In the coming months, millions of Americans will have a decision to make — whether to get a COVID-19 vaccine. We as clinicians have an obligation to help patients make an informed choice. While a vaccine is not currently available to most people as manufacturing ramps up and the United States Advisory Committee on Immunization Practices (ACIP) determines an allocation schedule, phased deployment will occur over the next several months.

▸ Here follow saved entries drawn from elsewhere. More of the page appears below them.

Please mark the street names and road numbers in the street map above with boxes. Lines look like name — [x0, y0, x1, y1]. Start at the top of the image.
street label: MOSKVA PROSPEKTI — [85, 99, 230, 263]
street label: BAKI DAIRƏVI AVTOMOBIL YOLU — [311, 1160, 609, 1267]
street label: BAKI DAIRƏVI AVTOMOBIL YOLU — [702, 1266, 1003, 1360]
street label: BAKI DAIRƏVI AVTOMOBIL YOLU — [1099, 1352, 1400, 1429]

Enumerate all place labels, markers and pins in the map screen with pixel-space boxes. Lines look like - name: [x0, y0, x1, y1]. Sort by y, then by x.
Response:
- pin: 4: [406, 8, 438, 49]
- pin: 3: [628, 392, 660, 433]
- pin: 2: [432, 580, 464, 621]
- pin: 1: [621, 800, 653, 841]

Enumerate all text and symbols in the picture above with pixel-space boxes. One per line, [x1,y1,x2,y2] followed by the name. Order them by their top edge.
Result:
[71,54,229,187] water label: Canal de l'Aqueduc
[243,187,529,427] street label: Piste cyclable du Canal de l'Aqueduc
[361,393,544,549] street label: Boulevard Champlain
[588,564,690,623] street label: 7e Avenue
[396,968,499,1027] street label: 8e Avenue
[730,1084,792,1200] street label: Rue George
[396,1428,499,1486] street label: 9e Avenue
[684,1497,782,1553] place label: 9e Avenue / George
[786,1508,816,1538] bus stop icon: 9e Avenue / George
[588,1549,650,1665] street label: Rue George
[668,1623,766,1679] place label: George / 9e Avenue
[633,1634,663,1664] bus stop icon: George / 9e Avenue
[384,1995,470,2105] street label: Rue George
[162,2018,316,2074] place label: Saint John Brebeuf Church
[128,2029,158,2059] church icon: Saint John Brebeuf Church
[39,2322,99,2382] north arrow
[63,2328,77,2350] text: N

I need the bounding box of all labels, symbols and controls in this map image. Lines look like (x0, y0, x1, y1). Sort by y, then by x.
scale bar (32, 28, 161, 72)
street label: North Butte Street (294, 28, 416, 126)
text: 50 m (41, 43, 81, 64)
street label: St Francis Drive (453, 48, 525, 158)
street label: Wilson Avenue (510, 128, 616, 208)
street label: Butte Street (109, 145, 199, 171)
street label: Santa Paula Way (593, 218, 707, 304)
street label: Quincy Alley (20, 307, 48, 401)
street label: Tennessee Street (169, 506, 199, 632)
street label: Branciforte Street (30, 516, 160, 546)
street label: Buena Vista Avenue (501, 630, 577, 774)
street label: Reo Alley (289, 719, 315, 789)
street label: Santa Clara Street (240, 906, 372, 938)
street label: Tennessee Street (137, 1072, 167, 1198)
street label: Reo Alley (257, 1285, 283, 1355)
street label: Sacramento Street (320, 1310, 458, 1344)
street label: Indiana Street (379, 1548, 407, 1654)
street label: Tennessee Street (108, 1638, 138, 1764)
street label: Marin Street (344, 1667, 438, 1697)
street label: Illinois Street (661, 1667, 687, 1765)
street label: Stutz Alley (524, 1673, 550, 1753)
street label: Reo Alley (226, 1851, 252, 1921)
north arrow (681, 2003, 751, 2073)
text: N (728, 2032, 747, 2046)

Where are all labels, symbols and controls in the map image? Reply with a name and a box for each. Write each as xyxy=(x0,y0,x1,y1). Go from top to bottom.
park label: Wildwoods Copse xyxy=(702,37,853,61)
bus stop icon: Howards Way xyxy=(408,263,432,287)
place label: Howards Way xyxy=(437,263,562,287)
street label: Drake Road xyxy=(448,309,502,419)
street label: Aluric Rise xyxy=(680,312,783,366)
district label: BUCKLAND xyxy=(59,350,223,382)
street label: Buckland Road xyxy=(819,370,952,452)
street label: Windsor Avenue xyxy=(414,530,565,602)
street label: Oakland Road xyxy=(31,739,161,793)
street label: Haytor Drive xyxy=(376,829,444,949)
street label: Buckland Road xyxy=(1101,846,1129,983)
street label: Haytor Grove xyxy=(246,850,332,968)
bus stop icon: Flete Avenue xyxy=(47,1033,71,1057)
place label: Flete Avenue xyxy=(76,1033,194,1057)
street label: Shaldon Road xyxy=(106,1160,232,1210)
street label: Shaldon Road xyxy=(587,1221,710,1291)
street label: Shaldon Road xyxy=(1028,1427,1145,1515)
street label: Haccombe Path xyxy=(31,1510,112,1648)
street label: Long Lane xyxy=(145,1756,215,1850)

Because so many people will have to make this important healthcare decision, the DynaMed Shared Decisions team at EBSCO developed a decision aid to assist in having this important discussion with your patients.
This decision aid answers some of the most frequently asked questions about COVID-19 vaccines and will evolve as the information does. As of the time of publication, the Food and Drug Administration (FDA) has authorized two vaccines for emergency use — one from Pfizer-BioNTech and the other from Moderna. Both are messenger RNA (mRNA) vaccines that carry instructions for cells to make the SARS-CoV-2 spike protein, which induce antibody and T cell responses.
Both vaccines were about 95 percent effective in large, placebo-controlled phase 3 trials, though this is likely to be higher than real-world effectiveness. Trials typically use a metric called vaccine efficacy (VE) to assess how well a vaccine works against the disease of interest. Vaccine efficacy is a relative measure that conveys how much less likely the disease is with the vaccine. It does this by comparing the incidence of disease in the vaccinated group with the incidence in the unvaccinated group. For instance, if two percent of people in the vaccinated group get the disease and 40 percent of people in the unvaccinated group get the disease, VE = 1 – (0.02/0.40) = 0.95 = 95%. This is just a simple example to demonstrate the concept using hypothetical numbers and the relative risk as the effect estimate. It is worth noting that vaccine efficacy can also be assessed with other relative effect estimates (e.g. the incidence rate ratio), but the central concepts behind the calculation remain the same. For simplicity, people often substitute the term effective or effectiveness for efficacy or efficaciousness when communicating trial results to the public or patients. This is ultimately of little consequence if we remember these are technically not the same thing. In terms of the vaccines, although a vaccine efficacy of 95 percent is encouraging, this is likely a ‘best-case scenario’ estimate. For instance, the highly controlled nature of trials and possible differences in people who volunteer for vaccine trials (e.g. healthy participant bias) both likely contribute to — among other things — higher adherence in the vaccinated group than will be seen in the real world. As a result, the real-world effectiveness of the vaccine will likely be lower than 95 percent. This problem is not especially unique to vaccines. The central concept we grapple with when gauging efficacy versus effectiveness falls under the domain of generalizability — that is, how well findings from a trial translate to the ‘messy’ real world.
Today, the decision aid does not include comparison between the vaccines because there is no direct comparative data and it is not clear if or when individuals will have their choice of vaccine. As already noted, the vaccines also fared similarly in terms of their efficacy. There have also been questions about contraindications, though there are limited data to inform who should not be vaccinated. People with history of serious allergic reaction (i.e. anaphylaxis) to a previous dose or any vaccine component should not be vaccinated, but it is unclear whether it poses a risk in others with severe allergies. The only contraindication noted by the FDA is serious allergic reaction to the vaccine or any of its components. While anaphylaxis is rare, appropriate medical treatment should be available to manage immediate allergic reactions. There is also limited information about the vaccine in people who are pregnant, breastfeeding, or immunocompromised, though none of these situations should be taken as an absolute contraindication.
Shared decision making is a collaborative conversation in which clinicians help patients reach evidence-based and value-compatible healthcare decisions. Carefully weighing medical history, risks of exposure and progression, and patient preferences with this decision aid in hand will support these important discussions with your patients.